Вероятно, это Анькин промысел позволяет Ткачихе, матери большого семейства, жить на широкую ногу, покупать в магазине тушенку и фруктовые компоты, которые так любит Лео, ящиками. У Ткачихи красное бородавчатое лицо, грубый голос, медвежья походка при большом плотном теле, но ее легко разжалобить, уговорить мягким словом. Она бы хотела, чтоб обе ее дочки выросли барышнями, да откуда взяться. Очень любит Ткачиха Муслима Магомаева, это знает во дворе каждый, и как только знакомый голос зазвучит у соседа по радио, тот обязательно прибавит громкость, и тогда у Ткачихи на кухне сразу взревет радиоприемник, а сама она, умиляясь, начинает думать о хорошем, душевном человеке, поющем песню, и удивляться себе, хорошей, душевной.
Вон соседка Людка Фомина, товаровед галантереи, с грозно накрашенным ртом и ошалевшими от неведомых чувств глазами, понесла в нарядном платье свое громкое тело, стуча каблучками: я женщина самостоятельная! Я себя прокормить сумею! Муж Фомин, капитан портового буксира, с болью и завистью вышел во двор проводить ее взглядом — может, и завела кого, не уследишь ведь, а мужа не любит, терпит только.

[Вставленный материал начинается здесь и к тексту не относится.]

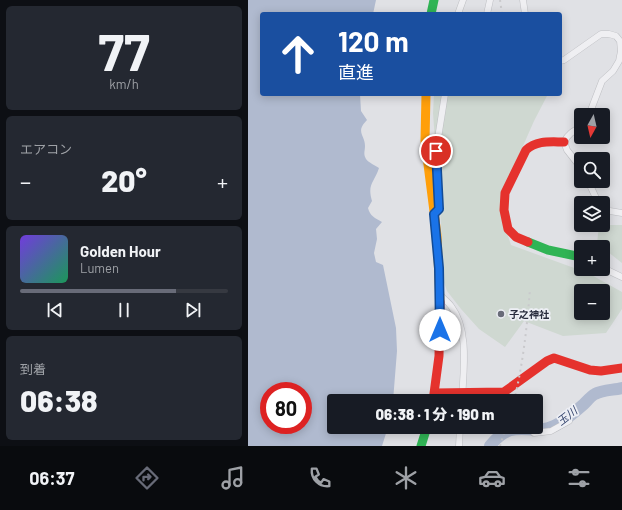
<!DOCTYPE html>
<html lang="ja">
<head>
<meta charset="utf-8">
<style>
  :root { --surface:#171b24; --page:#242831; --text:#f1f3f6; --muted:#9ea1a6; --line:#363941; --accent:#686b78 }
  body { margin:0; font-family:Barlow,"Noto Sans JP",sans-serif; background:var(--page); color:var(--text); height:100vh; display:flex; flex-direction:column; font-size:15px; white-space:nowrap }
  * { box-sizing:border-box; margin:0 }
  p { font-size:13px; color:var(--muted) }
  .icon { flex:none; width:22px; height:22px; fill:none; stroke:currentColor; stroke-width:2; stroke-linecap:round; stroke-linejoin:round }
  .map { position:relative; flex:1; overflow:hidden }
  .drawer { display:flex; flex-direction:column; gap:6px; padding:6px; background:#0d0f14; width:248px }
  .drawer>* { flex:none }
  .top-card { position:absolute; left:12px; top:12px; width:302px; height:84px; border-radius:4px; box-shadow:0 2px 10px #0003; background:#1a4fa0; color:#fff; overflow:hidden }
  .needle { width:26px; rotate:188deg }
  .controls { position:absolute; left:326px; top:108px; display:grid; gap:8px }
  .controls a { display:grid; place-items:center; width:36px; height:36px; border-radius:4px; background:var(--surface); box-shadow:0 2px 10px #0003; font-size:20px }
  .speed { position:absolute; left:12px; top:382px; display:flex; gap:8px; font-size:20px; font-weight:700; text-align:center }
  .speed>* { display:grid; place-content:center; width:52px; height:52px; border-radius:50%; background:var(--surface); box-shadow:0 2px 10px #0003; line-height:1 }
  .speed .limit { border:6px solid #d22; background:#fff; color:#111 }
  .pin { position:absolute; display:grid; place-items:center; width:34px; height:34px; color:#fff; margin:-17px; border:2px solid #fff; border-radius:50%; box-shadow:0 1px 4px #0007 }
  .me { position:absolute; width:44px; margin:-22px; rotate:0deg; stroke-linejoin:round; filter:drop-shadow(0 0 3px #0008) }
  .turn { display:flex; align-items:center; gap:14px; height:84px; padding:0 12px; font-size:18px }
  .turn .icon { width:52px; height:52px; stroke-width:2.5 }
  .turn b { display:block; font-size:28px; line-height:34px }
  .big { font-size:30px; font-weight:800; line-height:1.1 }
  .drawer .widget { flex:1; display:flex; flex-direction:column; justify-content:center; gap:6px; min-width:0; padding:0 14px; border-radius:6px; background:var(--page) }
  .drawer .dial { align-items:center; gap:0 }
  .dial b { font-size:52px; line-height:1 }
  .song { display:flex; align-items:center; gap:12px }
  .cover { width:48px; height:48px; border-radius:6px; background:linear-gradient(135deg,hsl(260 70% 55%),hsl(150 70% 35%)) }
  .played { height:4px; border-radius:2px; background:linear-gradient(90deg,var(--accent) 75%,var(--line) 75%) }
  .keys { display:flex; justify-content:space-around; direction:ltr }
  .heat { display:flex; justify-content:space-between; align-items:center; font-size:22px; direction:ltr }
  .trip { position:absolute; left:79px; top:394px; width:216px; height:40px; border-radius:4px; background:var(--surface); box-shadow:0 2px 10px #0003; font-weight:800; line-height:40px; text-align:center }
  .tabs { display:flex; height:64px; justify-content:space-around; align-items:center; background:#090b0e; color:var(--muted) }
  .tabs .icon { width:28px; height:28px }
  .tabs .on { color:var(--accent) }
  .tabs b { font-size:18px; color:var(--text) }
  main { display:flex; flex:1; min-height:0 }
  .map>svg:first-child { display:block }
</style>
</head>
<body>
<main>
<section class="drawer">
<div class="widget dial"><b>77</b><p>km/h</p></div>
<div class="widget"><p>エアコン</p>
<div class="heat"><a>−</a><b class="big">20°</b><a>+</a></div>
</div>
<div class="widget">
<div class="song"><i class="cover"></i><div><b>Golden Hour</b><p>Lumen</p></div></div>
<div class="played"></div>
<div class="keys"><svg class="icon" aria-label="previous" viewBox="0 0 24 24"><path d="M18 5L8 12l10 7zM5 5v14"/></svg><svg class="icon" aria-label="pause" viewBox="0 0 24 24"><path d="M8 5v14M16 5v14"/></svg><svg class="icon" aria-label="next" viewBox="0 0 24 24"><path d="M6 5l10 7-10 7zM19 5v14"/></svg></div>
</div>
<div class="widget"><p>到着</p><b class="big">06:38</b></div>
</section>
<div class="map">
<svg width="374" height="446" viewBox="0 0 374 446">
  <rect width="100%" height="100%" fill="#e0e1e5"/>
  <g fill="#cfd8d1" fill-rule="evenodd">
    <path d="M186,94H300L286,121L260,180L256,224L263,245L340,273L374,292V309L358,333L315,336L276,321L257,347L231,329L213,309L199,291L193,274L194,239L185,113ZM333,291H355V313H333Z"/>
    <path d="M351,225H374V263L355,248V247L349,244Z"/>
  </g>
  <path fill="#b0bacf" fill-rule="evenodd" d="M0,0H128L125,14H14V94H112L113,111L119,120C107,132 117,135 117,146C117,151 115,154 118,159C121,163 127,165 131,168C126,183 119,184 124,201L120,208C122,216 127,218 134,222L128,229L129,239L126,253L128,262L135,265L148,328L149,351L145,401H86V427H140L134,446H0ZM21,391H55V425H21Z"/>
  <g fill="none" stroke-linecap="round" stroke-linejoin="round">
    <path stroke="#b0bacf" stroke-width="12" d="M242,446C265,416 282,437 306,426C317,421 327,412 336,404C339,401 343,396 347,394C354,390 366,390 374,388"/>
    <g stroke="#bebfc3" stroke-width="7">
      <g id="street">
        <path d="M275,0L277,14"/>
        <path d="M210,14L215,0"/>
        <path d="M239,14L242,0"/>
        <path d="M312,61L316,60L353,34H361L368,36L372,41L373,51L371,61L365,71L354,81L341,115"/>
        <path d="M333,127C325,131 320,134 316,142L319,150L333,168"/>
        <path d="M340,181L349,200L352,203"/>
        <path d="M355,206L362,211L374,213"/>
        <path d="M186,214L191,209L188,151L197,94"/>
        <path d="M355,268L374,277"/>
        <path d="M192,295C196,299 200,302 203,306C222,331 215,372 214,401"/>
        <path d="M286,433L303,431L321,421"/>
        <path d="M211,446L212,427"/>
      </g>
    </g>
    <use href="#street" stroke="#efeff2" stroke-width="6"/>
    <g stroke="#30b455" stroke-width="9">
      <path d="M183,14L186,0"/>
      <path d="M280,242L300,250L333,257"/>
      <path d="M173,446L179,427"/>
    </g>
    <path stroke="#ff9f0a" stroke-width="9" d="M178,94L177,141L189,235L192,302"/>
    <g stroke="#e5322d" stroke-width="9">
      <path d="M280,242L268,237L260,229L256,210L257,193L278,150C289,140 302,142 316,142"/>
      <path d="M187,393L256,392L299,361L306,358L342,370L353,371L374,368"/>
      <path d="M185,401L191,356L192,302"/>
    </g>
    <g stroke="#c9c9cc" stroke-width="2" stroke-dasharray="2 4" stroke-linecap="butt">
      <path d="M252,0L254,14"/>
      <path d="M266,401C275,364 279,327 282,289"/>
      <path d="M252,446L258,427"/>
    </g>
  </g>
  <g fill="none" stroke-linecap="round" stroke-linejoin="round">
    <g stroke="#114b97" stroke-width="10">
      <path id="route" d="M188,151L191,209L186,214L191,268L192,330"/>
    </g>
    <use href="#route" stroke="#1a73e8" stroke-width="7"/>
  </g>
  <circle fill="#686b78" stroke="#edeff5" stroke-width="1.5" cx="253" cy="314" r="4"/>
  <g text-anchor="middle" stroke-width="3.5" stroke-linejoin="round" paint-order="stroke">
    <g font-size="10" font-weight="bold" fill="#282c3d" stroke="#edeff5" text-anchor="start">
      <text x="261" y="318">子之神社</text>
    </g>
    <g font-size="11" font-style="italic" fill="#35456e" stroke="#edeff5">
      <text transform="translate(319 416) rotate(-38)" y="4">玉川</text>
    </g>
  </g>
</svg>
<div class="controls">
<a><svg class="needle" viewBox="-14 -14 28 28"><path d="M0-13l5 13h-10z" fill="#e53935"/><path d="M0 13l5-13h-10z" fill="#9ea1a6"/></svg></a>
<a><svg class="icon" aria-label="search" viewBox="0 0 24 24"><circle cx="10" cy="10" r="6"/><path d="M15 15l6 6"/></svg></a>
<a><svg class="icon" aria-label="layers" viewBox="0 0 24 24"><path d="M12 4l9 5-9 5-9-5zM3 14l9 5 9-5"/></svg></a>
<a>+</a>
<a>−</a>
</div>
<div class="speed"><div class="limit">80</div></div>
<div class="pin" style="left:188px;top:151px;background:#d93025"><svg class="icon" aria-label="arrive" viewBox="0 0 24 24"><path d="M6 21V4h12l-3 4 3 4H6"/></svg></div>
<svg class="me" style="left:192px;top:330px" viewBox="-20 -20 40 40"><circle r="19" fill="#fff"/><path d="M0-13L10 11 0 6-10 11z" fill="#1a73e8"/></svg>
<div class="trip">06:38 · 1 分 · 190 m</div>
<div class="top-card">
<div class="turn"><svg class="icon" aria-label="ahead" viewBox="0 0 24 24"><path d="M12 20V5M6 11l6-6 6 6"/></svg><div><b>120 m</b>直進</div></div>
</div>
</div>
</main>
<nav class="tabs">
<b>06:37</b>
<svg class="icon on" aria-label="directions" viewBox="0 0 24 24"><path d="M12 3l9 9-9 9-9-9zM9 14v-3h6M13 9l2 2-2 2"/></svg>
<svg class="icon" aria-label="music" viewBox="0 0 24 24"><path d="M9 18V5l10-2v13"/><circle cx="6" cy="18" r="3"/><circle cx="16" cy="16" r="3"/></svg>
<svg class="icon" aria-label="phone" viewBox="0 0 24 24"><path d="M5 4h4l2 5-3 2q2 4 5 5l2-3 5 2v4C11 20 4 13 5 4z"/></svg>
<svg class="icon" aria-label="climate" viewBox="0 0 24 24"><path d="M12 3v18M4 7l16 10M4 17L20 7"/></svg>
<svg class="icon" aria-label="car" viewBox="0 0 24 24"><path d="M5 17H2v-5l4-1 3-4h7l3 4 3 1v5h-3M9 17h6M6 11h13"/><circle cx="7" cy="17" r="2"/><circle cx="17" cy="17" r="2"/></svg>
<svg class="icon" aria-label="filters" viewBox="0 0 24 24"><path d="M4 7h16M4 17h16"/><circle cx="9" cy="7" r="2"/><circle cx="15" cy="17" r="2"/></svg>
</nav>
</body>
</html>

Светка, младшая дочь Ткачихи, сидит на скамейке с торчащим пузом, тоже дура, неизвестно в кого такая, отец ее переживает, пьет валерьянку и, как начальник 16-го отделения милиции и любящий отец, тайно раскидывает сети над машиностроительным техникумом, где учится его будущий зятек: учебой дорожит, а мы ему устроим, лучше женись, сынок, честь по чести, так-то, сынок, мерзавец этакий. Сам он давно живет с другой семьей, а с Ткачихой гулял по молодости. И вот теперь — поди ж ты — хочет, чтоб у дочки все было как у людей, честь по чести.
Ткачиха недавно устроилась работать в баню на Кировской улице, в женское отделение, и те из соседей, кто водит с ней дружбу, пользуются баней бесплатно.
— Проходите, — всегда говорит нам с бабушкой Ткачиха, распахивая дверь в предбанник, — парьтесь, сколь вам угодно...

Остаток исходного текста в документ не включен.